Liu Tang is a fictional character in Water Margin, one of the Four Great Classical Novels in Chinese literature. Nicknamed "Red Haired Devil", he ranks 21st among the 36 Heavenly Spirits, the first third of the 108 Stars of Destiny.

Background
A native of Dongluzhou (東潞州; believed to be present-day Changzhi, Shanxi), Liu Tang is muscular and dark-complexioned. He is nicknamed "Red Haired Devil" because his hair is of a crimson hue and his broad face bears a prominent red birthmark. A skilled fighter, he specialises in the use of pudao. With no fixed abode, he mainly does illegal trading in Shandong and Hebei.

Robbing the convoy of birthday gifts
Liu Tang gets wind of the conveyance of valuables to the Grand Tutor Cai Jing in the imperial capital Dongjing from Daming. They are birthday gift from Cai's son-in-law Grand Secretary Liang Shijie, the prefect of Daming. Liu rushes to Dongxi village in Yuncheng County to suggest to Chao Gai, the village's headman who is well-known for chivalry, that they together hijack the valuables. Before he reaches Chao's home, he gets drunk and falls asleep in a rundown temple in the village.

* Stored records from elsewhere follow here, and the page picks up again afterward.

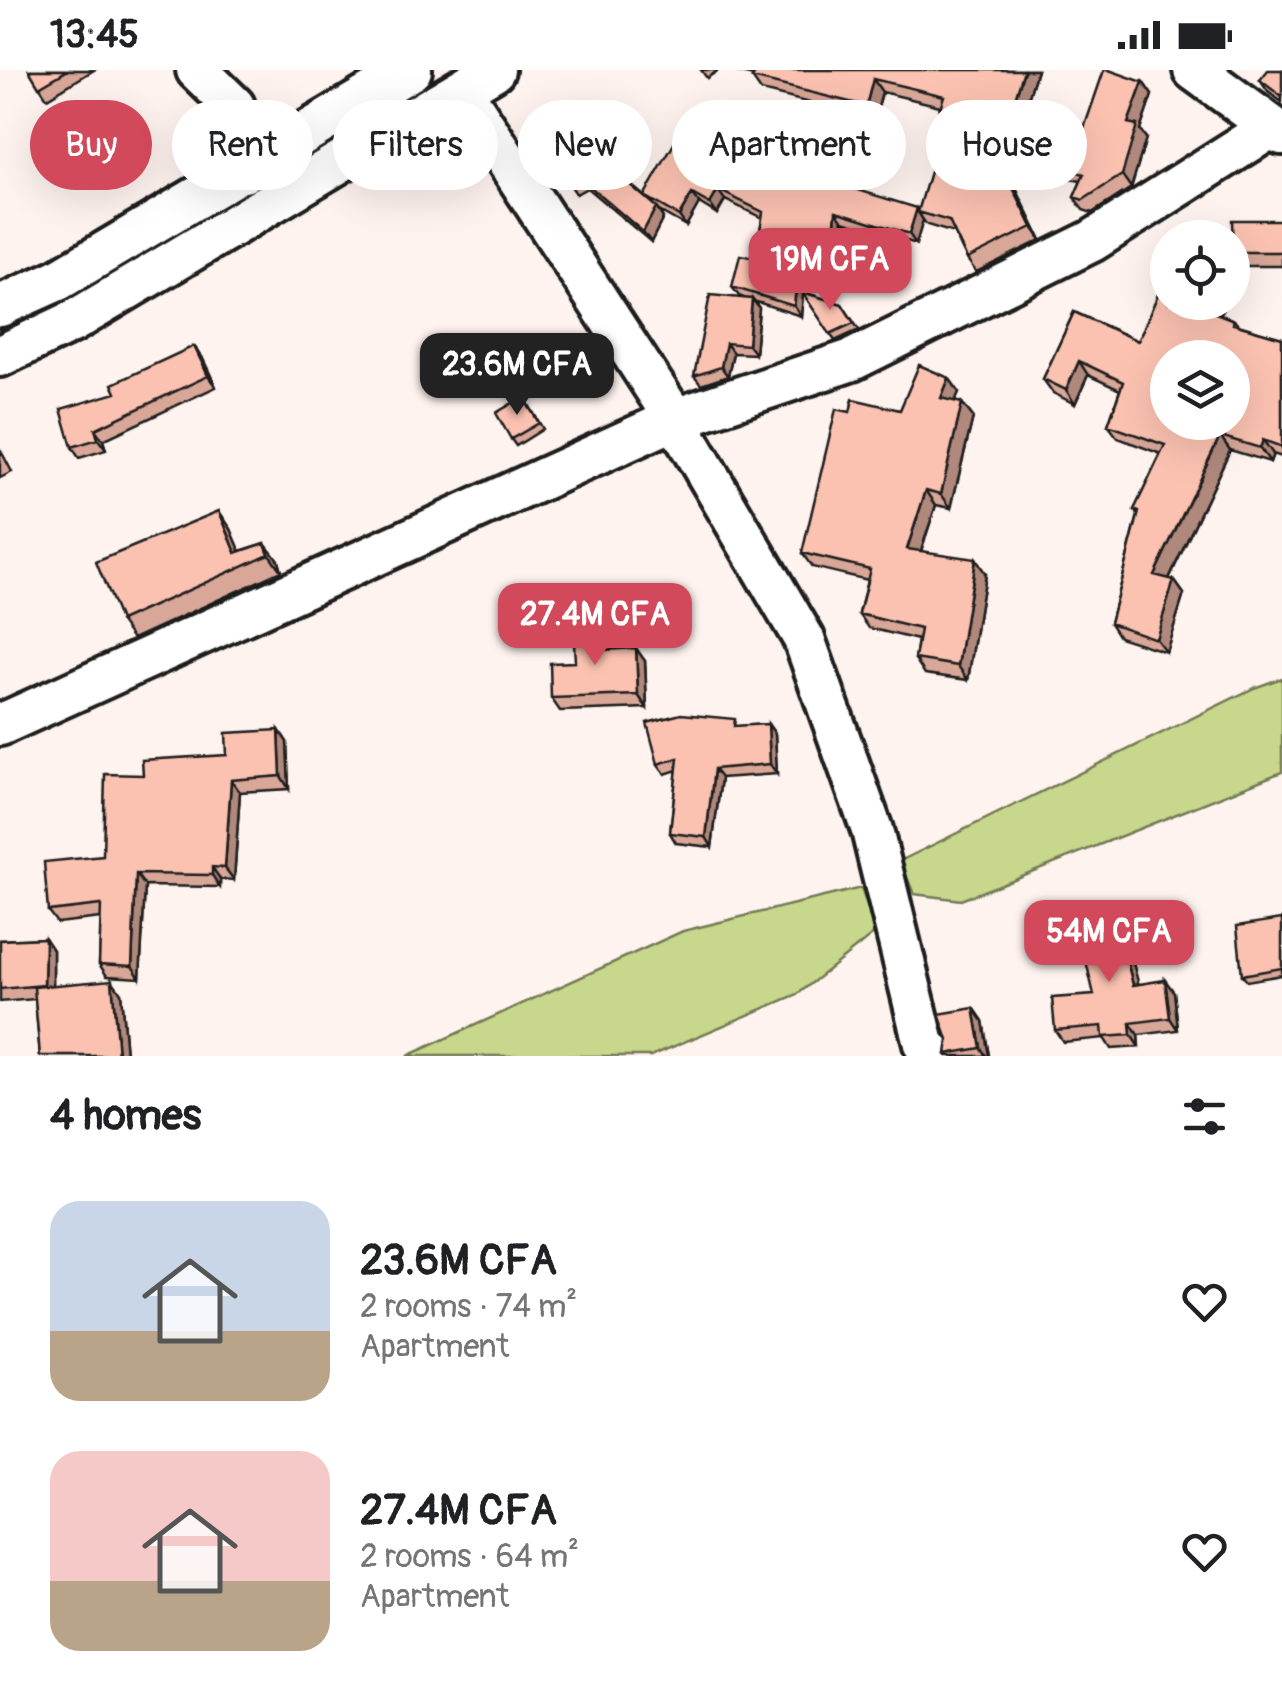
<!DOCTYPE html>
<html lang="en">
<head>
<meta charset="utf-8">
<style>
	:root { --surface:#fff; --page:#f6f6f6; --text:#202124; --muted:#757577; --accent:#d1495b }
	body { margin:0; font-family:Pangolin,sans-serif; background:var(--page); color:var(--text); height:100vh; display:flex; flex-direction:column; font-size:38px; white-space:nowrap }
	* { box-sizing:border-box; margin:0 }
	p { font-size:32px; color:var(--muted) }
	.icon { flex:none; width:55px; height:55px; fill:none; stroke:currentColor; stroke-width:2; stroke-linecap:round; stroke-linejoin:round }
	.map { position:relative; height:986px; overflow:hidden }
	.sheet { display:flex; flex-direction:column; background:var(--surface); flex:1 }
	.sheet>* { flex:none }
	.guide { position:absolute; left:30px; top:30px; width:1222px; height:90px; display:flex; gap:20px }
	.fabs { position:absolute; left:1150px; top:150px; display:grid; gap:20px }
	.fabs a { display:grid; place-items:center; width:100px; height:100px; border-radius:50%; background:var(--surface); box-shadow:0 10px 40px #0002; font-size:50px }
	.price { position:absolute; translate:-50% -85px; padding:0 22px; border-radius:20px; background:var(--accent); color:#fff; font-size:32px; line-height:65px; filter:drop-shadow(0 2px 5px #0008) }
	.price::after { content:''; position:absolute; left:50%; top:60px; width:30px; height:22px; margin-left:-15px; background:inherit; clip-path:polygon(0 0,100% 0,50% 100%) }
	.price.on { background:#222; color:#fff }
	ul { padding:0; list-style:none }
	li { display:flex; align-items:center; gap:30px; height:250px; padding:0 50px }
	li span { display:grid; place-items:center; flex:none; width:280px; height:200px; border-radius:30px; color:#555 }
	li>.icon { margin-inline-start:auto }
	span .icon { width:120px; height:120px; fill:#fffc; stroke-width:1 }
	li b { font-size:42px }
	h2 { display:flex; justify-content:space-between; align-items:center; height:120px; padding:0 50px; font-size:42px }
	.pill { padding:0 35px; border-radius:45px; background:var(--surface); box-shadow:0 10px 40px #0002; font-size:35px; line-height:90px }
	.pill.on { background:var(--accent); color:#fff }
	.status { display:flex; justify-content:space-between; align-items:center; height:70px; padding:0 50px; background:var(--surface); direction:ltr }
	.status svg { height:28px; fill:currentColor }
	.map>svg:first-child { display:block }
	.green { fill:#c7d78b; stroke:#727a54; stroke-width:2.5 }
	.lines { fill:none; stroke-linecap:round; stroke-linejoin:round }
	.minor-casing { stroke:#1c1c1c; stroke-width:48 }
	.minor { stroke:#fff; stroke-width:40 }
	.wall { fill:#d8a798; stroke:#1c1c1c; stroke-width:2.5 }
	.shaded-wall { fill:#b0887c; stroke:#1c1c1c; stroke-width:2.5 }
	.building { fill:#fbc2b1; stroke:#1c1c1c; stroke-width:2.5; fill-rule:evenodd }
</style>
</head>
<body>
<div class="status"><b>13:45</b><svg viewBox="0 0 49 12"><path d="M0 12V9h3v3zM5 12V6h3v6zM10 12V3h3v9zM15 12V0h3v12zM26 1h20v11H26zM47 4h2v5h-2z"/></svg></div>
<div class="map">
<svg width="1282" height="986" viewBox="0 0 1282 986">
	<rect width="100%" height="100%" fill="#fef3ef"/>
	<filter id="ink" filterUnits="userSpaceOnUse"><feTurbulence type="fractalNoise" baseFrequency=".01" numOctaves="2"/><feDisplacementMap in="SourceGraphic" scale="20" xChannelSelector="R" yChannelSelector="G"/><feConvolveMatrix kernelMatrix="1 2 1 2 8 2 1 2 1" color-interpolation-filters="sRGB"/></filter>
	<g filter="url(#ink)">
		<!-- green -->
		<path class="green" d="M1282 608V702L961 830 914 824 900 791 1254 618Z
			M861 818 876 862 798 924 651 986H407L683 861Z"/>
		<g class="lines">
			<defs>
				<path id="minor" d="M197 0 234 36 244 102
					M1194 0 1282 64
					M461 20 675 349 852 290 1092 171 1272 57
					M0 236 58 210 411 0
					M0 286 72 252 494 0
					M0 655 675 349 804 569 872 760 924 974 934 986"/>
			</defs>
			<!-- minor casing -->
			<use href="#minor" class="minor-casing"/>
			<!-- minor -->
			<use href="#minor" class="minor"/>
		</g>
		<!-- wall -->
		<path class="wall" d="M29 0H94L47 28Z
			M701 0H719L707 8Z
			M730 0H1037L1020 56 1081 67 1143 12 1152 25 1140 60 1146 68 1131 118 1092 143 1083 140 1074 127 1081 111 1006 98 1041 170 976 202 967 189 954 163 927 155 923 150 916 174 843 151 841 175 808 173 803 222 842 234 859 260 835 271 803 223 801 246 754 231 759 238 755 284 733 283 728 306 701 315 694 306 744 228 739 226 732 217 756 188 762 148 725 130 717 144 699 133 686 156 659 141 663 148 651 172 587 118 576 124 562 101 559 103 532 62 575 68 644 126 696 84 714 81 777 80 773 88 818 112 917 138 919 140 943 60 936 50 940 36 882 22 875 49 761 21 752 8 753 6Z
			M1282 0V32L1268 22 1260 10Z
			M1282 150V196H1242L1233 182Z
			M1074 242 1138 271 1221 245 1234 250 1238 255 1282 268V387L1273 384 1270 392 1230 380 1169 509 1174 510 1184 524 1166 582 1119 567 1110 553 1138 445 1134 440 1161 384 1118 368 1108 355 1120 320 1088 305 1075 334 1053 323 1043 309Z
			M202 287 216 317 103 370 106 380 79 388 72 377 116 323Z
			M949 308 959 322 955 331 962 333 973 347 951 438 936 435 921 481 985 504 968 610 925 604 915 589 918 570 869 558 859 544 867 510 812 497 802 483 850 342 900 340Z
			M528 333 543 359 516 376 511 369Z
			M0 379 12 402 0 408Z
			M231 459 240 481 265 473 278 490 281 501 133 569 120 551Z
			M612 565 613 579 645 591 647 638 560 641 551 628 575 592Z
			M768 654 775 664 777 704 721 708 712 777 676 773 670 763 677 700 665 704 658 694 740 656Z
			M279 660 287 672 289 719 240 722 234 810 220 809V817L145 816 140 908 107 906 99 894 101 848 57 853 48 841 103 786 143 705 227 685Z
			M1114 839 1122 851 1138 914 1174 922 1178 960 1138 965 1139 977 1111 979 1104 968 1063 972 1055 960 1094 925Z
			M1282 849V905L1247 911 1242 905Z
			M45 868 53 880V915L121 923 126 986H40L35 929 0 932V870Z
			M974 938 983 951 989 986H947L946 984Z"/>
		<!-- shaded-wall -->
		<path class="shaded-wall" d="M1024 0H1037L1016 67 1007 54Z
			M873 9 882 22 875 49 866 36Z
			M1143 12 1152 25 1140 60 1146 68 1131 118 1122 105 1128 53Z
			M770 70 777 80 771 93 764 83Z
			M997 85 1006 98 1041 170 1032 157Z
			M718 120 725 130 717 144 710 134Z
			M692 124 699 133 686 156 679 146Z
			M656 137 663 148 651 172 643 162Z
			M917 138 921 143 918 142 923 150 916 174 909 164Z
			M836 141 843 151 841 175 834 165Z
			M802 163 808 173 801 246 794 236Z
			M752 229 759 238 755 284 748 275Z
			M1211 232H1225L1218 254 1208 240Z
			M726 273 733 283 728 306 721 297Z
			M194 276 202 287 216 317 208 306Z
			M1079 291 1088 305 1075 334 1066 320Z
			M949 308 959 322 951 342 941 328Z
			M962 333 973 347 951 438 941 424Z
			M95 359 103 370 106 380 98 369Z
			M1220 366 1230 380 1164 519 1154 505Z
			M1263 370 1273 384 1270 392 1260 378Z
			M926 420 936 435 917 493 907 479Z
			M219 441 231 459 246 494 236 483Z
			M265 473 278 490 281 501 269 484Z
			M975 489 985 504 968 610 958 596Z
			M1174 510 1184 524 1166 582 1156 569Z
			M603 552 612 565 613 592 604 580Z
			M636 578 645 591 647 638 638 625Z
			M768 654 775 664 777 704 770 694Z
			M279 660 287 672 289 719 281 706Z
			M714 699 721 708 712 777 706 767Z
			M231 710 240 722 234 810 225 798Z
			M212 797 220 809V817L212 805Z
			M136 804 145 816 140 908 132 896Z
			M1114 839 1122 851 1142 927 1133 915Z
			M45 868 53 880V927L44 915Z
			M112 910 121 923 126 986H118Z
			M1165 910 1174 922 1178 960 1170 948Z
			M974 938 983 951 989 986H986L981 978Z
			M1130 953 1138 965 1139 977 1131 965Z"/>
		<!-- building -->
		<path class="building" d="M29 0H68L39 17Z
			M757 0H1024L1007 54 1081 67 1104 0H1109L1143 12 1128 53 1137 55 1122 105 1083 130 1074 127 1084 104 1078 102 1079 99 997 85 1032 157 967 189 949 151 918 142 945 52 936 50 944 26 873 9 866 36 752 8Z
			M1268 0H1282V27L1260 10Z
			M560 45 573 66 656 137 643 162 579 107 569 113 556 90 552 92 532 62Z
			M732 50 770 70 764 83 818 112 819 108 917 138 909 164 836 141 834 165 802 163 794 236 732 217 740 185 756 188 763 142 718 120 710 134 692 124 679 146 644 126 675 72 696 84 702 74 714 81Z
			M1232 150H1282V182H1233Z
			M1168 201V232H1211L1208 240 1234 250 1233 254 1282 268V377L1263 370 1260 378 1220 366 1154 505 1174 510 1156 569 1110 553 1139 442 1134 440 1165 375 1108 355 1123 312 1079 291 1066 320 1043 309 1074 242 1138 271ZM1168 288H1232V352H1168Z
			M802 222 842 234 854 253 830 264Z
			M710 225 752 229 748 275 726 273 721 297 694 306Z
			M194 276 208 306 95 359 98 369 72 377 61 339 116 323 112 314Z
			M919 295 949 308 941 328 962 333 941 424 926 420 907 479 975 489 958 596 915 589 920 559 859 544 870 499 802 483 836 339 850 342 853 329 900 340Z
			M523 327 539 353 511 369 496 343Z
			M219 441 236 483 265 473 269 484 120 551 96 492Z
			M603 552 604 580 636 578 638 625 551 628 550 593 575 592 573 554Z
			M681 644 735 649 734 656 768 654 770 694 714 699 706 767 670 763 678 688 658 694 647 653Z
			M279 660 281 706 231 710 225 798 212 797V805L136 804 132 896 99 894 101 835 48 841 44 792 103 786 105 704 143 705 142 690 227 685 226 663Z
			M1114 839 1133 915 1165 910 1170 948 1130 953 1131 965 1103 967 1102 956 1055 960 1052 928 1094 925 1076 848Z
			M1282 849V898L1242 905 1237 856Z
			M45 868 44 915 0 919V870Z
			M112 910 118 986H40L34 917Z
			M974 938 981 978 946 984 948 970 939 944Z"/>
	</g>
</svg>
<div class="fabs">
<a><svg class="icon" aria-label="locate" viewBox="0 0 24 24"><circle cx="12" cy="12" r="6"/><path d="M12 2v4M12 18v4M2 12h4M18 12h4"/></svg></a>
<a><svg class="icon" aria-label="layers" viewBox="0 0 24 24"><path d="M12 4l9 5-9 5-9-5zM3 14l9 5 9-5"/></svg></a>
</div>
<b class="price" style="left:830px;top:243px">19M CFA</b>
<b class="price on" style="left:517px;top:348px">23.6M CFA</b>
<b class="price" style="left:595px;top:598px">27.4M CFA</b>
<b class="price" style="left:1109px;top:915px">54M CFA</b>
<div class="guide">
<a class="pill on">Buy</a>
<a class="pill">Rent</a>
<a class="pill">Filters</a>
<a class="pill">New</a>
<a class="pill">Apartment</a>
<a class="pill">House</a>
</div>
</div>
<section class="sheet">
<h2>4 homes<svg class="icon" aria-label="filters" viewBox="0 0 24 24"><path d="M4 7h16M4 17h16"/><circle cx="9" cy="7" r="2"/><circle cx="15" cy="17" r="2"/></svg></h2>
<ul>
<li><span style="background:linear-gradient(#c9d6e8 65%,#b9a48a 0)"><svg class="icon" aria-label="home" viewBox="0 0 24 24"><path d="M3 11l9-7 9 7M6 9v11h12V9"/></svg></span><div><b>23.6M CFA</b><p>2 rooms · 74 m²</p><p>Apartment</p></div><svg class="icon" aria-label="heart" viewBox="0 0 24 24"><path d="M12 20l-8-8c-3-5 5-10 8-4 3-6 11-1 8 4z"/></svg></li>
<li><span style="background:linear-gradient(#f6c9c9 65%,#b9a48a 0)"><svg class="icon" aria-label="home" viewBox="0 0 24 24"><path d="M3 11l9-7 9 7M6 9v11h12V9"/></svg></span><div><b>27.4M CFA</b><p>2 rooms · 64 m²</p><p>Apartment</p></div><svg class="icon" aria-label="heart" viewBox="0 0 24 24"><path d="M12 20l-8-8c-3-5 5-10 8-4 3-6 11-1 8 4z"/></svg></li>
</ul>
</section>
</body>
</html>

Lei Heng, a chief constable of Yuncheng, comes to the temple that night while on patrol with his men. Lei is certain that Liu, with his odd and vagabond looks, is up to no good in the village. They pounce on him and tie him up before he could resist. They then stop by at Chao Gai's manor for some refreshment. Out of curiosity, Chao secretly goes to check on Liu, who is suspended in a side room. Liu tells Chao the purpose of his visit. Chao Gai then lies to Lei Heng that Liu Tang is his nephew, thus winning his release. However, feeling sore over the arrest, Liu catches up with Lei Heng as he returns to office and challenges him to a fight. Chao Gai comes to the scene and stops the clash.

The hijack team eventually comprises seven men, namely Chai Gai, Wu Yong, Gongsun Sheng, Liu Tang and the three Ruan brothers. Disguised as date traders and with the help of Bai Sheng, who imposes as a wine seller, they trick the escort party led by Yang Zhi to take the drugged wine of Bai. When the escorts fall over numb in their limbs, the seven men cart away the valuables. 

But authorities soon track down essential clues and send soldiers to seize Chao Gai at his house. Song Jiang, a clerk of Yuncheng's magistrate, learns of the arrest order and rushes to alert Chao to flee. After beating their pursuers, Chao leads his gang to join the outlaw stronghold at Liangshan Marsh.

Joining Liangshan
Worried that Chao Gai would usurp his position, Wang Lun, the chief of Liangshan, tries to send the group away with gifts and excuses. Wu Yong instigates Lin Chong, who has been cold-shouldered by Wang since joining the stronghold, to kill the chief. Chao Gai is then elected the new chief of Liangshan, with Liu Tang taking the fifth position. 

Chao Gai sends Liu Tang to take some gold pieces and a letter to Song Jiang to convey his gratitude. Song is shocked when Liu, whose wanted notice bearing his picture is widely posted in the region, greets him openly one night on the street. Besides, Liu could be easily identified by the prominent birthmark on his face. Nevertheless, Song  takes Liu to a quiet inn where he accepts only one piece of gold and the letter. It is this letter which later leads to Song killing his mistress Yan Poxi, who threatens to report his link to the outlaws to the authorities. The incident starts Song on the way to become a bandit.

When the Liangshan outlaws attack Dongchang Prefecture (東昌府; in present-day Liaocheng, Shandong) for food, they come up against the garrison commander Zhang Qing, who flings stones with great accuracy. Zhang fells many Liangshan warriors from horseback with his stones. Liu Tang, seeing that mounted combat is getting nowhere, charges at Zhang on foot. But he is captured when Zhang knocks him down with a stone. He is freed after the outlaws overran Dongchang.

Campaigns and death
Liu Tang is appointed as one of the infantry leaders of Liangshan after the 108 Stars of Destiny came together in what is called the Grand Assembly. He participates in the campaigns against the Liao invaders and rebel forces in Song territory following amnesty from Emperor Huizong for Liangshan.

In the battle of Hangzhou in the campaign against Fang La, Liu Tang meets his end when, eager to score merit, he charges into the city upon noticing the gate is open. A beam is dropped on him when he gets past the gate, crushing him to death. He is later awarded the posthumous title "Martial Gentleman of Loyalty" (忠武郎).